# TASK STATEMENT:
Give back every record below, character for character.

START INPUT DATA

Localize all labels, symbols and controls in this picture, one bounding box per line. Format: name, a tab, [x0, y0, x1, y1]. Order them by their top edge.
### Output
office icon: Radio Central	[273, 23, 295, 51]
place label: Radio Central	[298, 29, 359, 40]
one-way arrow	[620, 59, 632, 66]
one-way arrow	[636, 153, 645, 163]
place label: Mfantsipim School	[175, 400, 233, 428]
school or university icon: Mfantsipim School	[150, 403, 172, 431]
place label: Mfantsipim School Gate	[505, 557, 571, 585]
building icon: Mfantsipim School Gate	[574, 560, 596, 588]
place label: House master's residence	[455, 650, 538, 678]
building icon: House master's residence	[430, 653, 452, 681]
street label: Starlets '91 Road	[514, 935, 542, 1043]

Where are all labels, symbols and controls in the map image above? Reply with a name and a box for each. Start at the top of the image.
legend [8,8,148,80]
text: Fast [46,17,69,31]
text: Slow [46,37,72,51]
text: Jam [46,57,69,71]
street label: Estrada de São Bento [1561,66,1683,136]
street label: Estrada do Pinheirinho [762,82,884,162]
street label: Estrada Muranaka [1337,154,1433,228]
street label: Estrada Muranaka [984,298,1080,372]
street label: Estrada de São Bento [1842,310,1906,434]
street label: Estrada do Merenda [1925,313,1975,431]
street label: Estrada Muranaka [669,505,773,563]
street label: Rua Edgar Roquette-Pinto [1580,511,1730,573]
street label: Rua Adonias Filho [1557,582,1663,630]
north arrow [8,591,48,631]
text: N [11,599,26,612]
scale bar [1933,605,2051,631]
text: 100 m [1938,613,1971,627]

END INPUT DATA

# WRITTEN RESPONSE:
Localize all labels, symbols and controls in this picture, one bounding box per line. Format: name, a tab, [x0, y0, x1, y1]. Order them by their top edge.
### Output
office icon: Radio Central	[273, 23, 295, 51]
place label: Radio Central	[298, 29, 359, 40]
one-way arrow	[620, 59, 632, 66]
one-way arrow	[636, 153, 645, 163]
place label: Mfantsipim School	[175, 400, 233, 428]
school or university icon: Mfantsipim School	[150, 403, 172, 431]
place label: Mfantsipim School Gate	[505, 557, 571, 585]
building icon: Mfantsipim School Gate	[574, 560, 596, 588]
place label: House master's residence	[455, 650, 538, 678]
building icon: House master's residence	[430, 653, 452, 681]
street label: Starlets '91 Road	[514, 935, 542, 1043]

Where are all labels, symbols and controls in the map image above? Reply with a name and a box for each. Start at the top of the image.
legend [8,8,148,80]
text: Fast [46,17,69,31]
text: Slow [46,37,72,51]
text: Jam [46,57,69,71]
street label: Estrada de São Bento [1561,66,1683,136]
street label: Estrada do Pinheirinho [762,82,884,162]
street label: Estrada Muranaka [1337,154,1433,228]
street label: Estrada Muranaka [984,298,1080,372]
street label: Estrada de São Bento [1842,310,1906,434]
street label: Estrada do Merenda [1925,313,1975,431]
street label: Estrada Muranaka [669,505,773,563]
street label: Rua Edgar Roquette-Pinto [1580,511,1730,573]
street label: Rua Adonias Filho [1557,582,1663,630]
north arrow [8,591,48,631]
text: N [11,599,26,612]
scale bar [1933,605,2051,631]
text: 100 m [1938,613,1971,627]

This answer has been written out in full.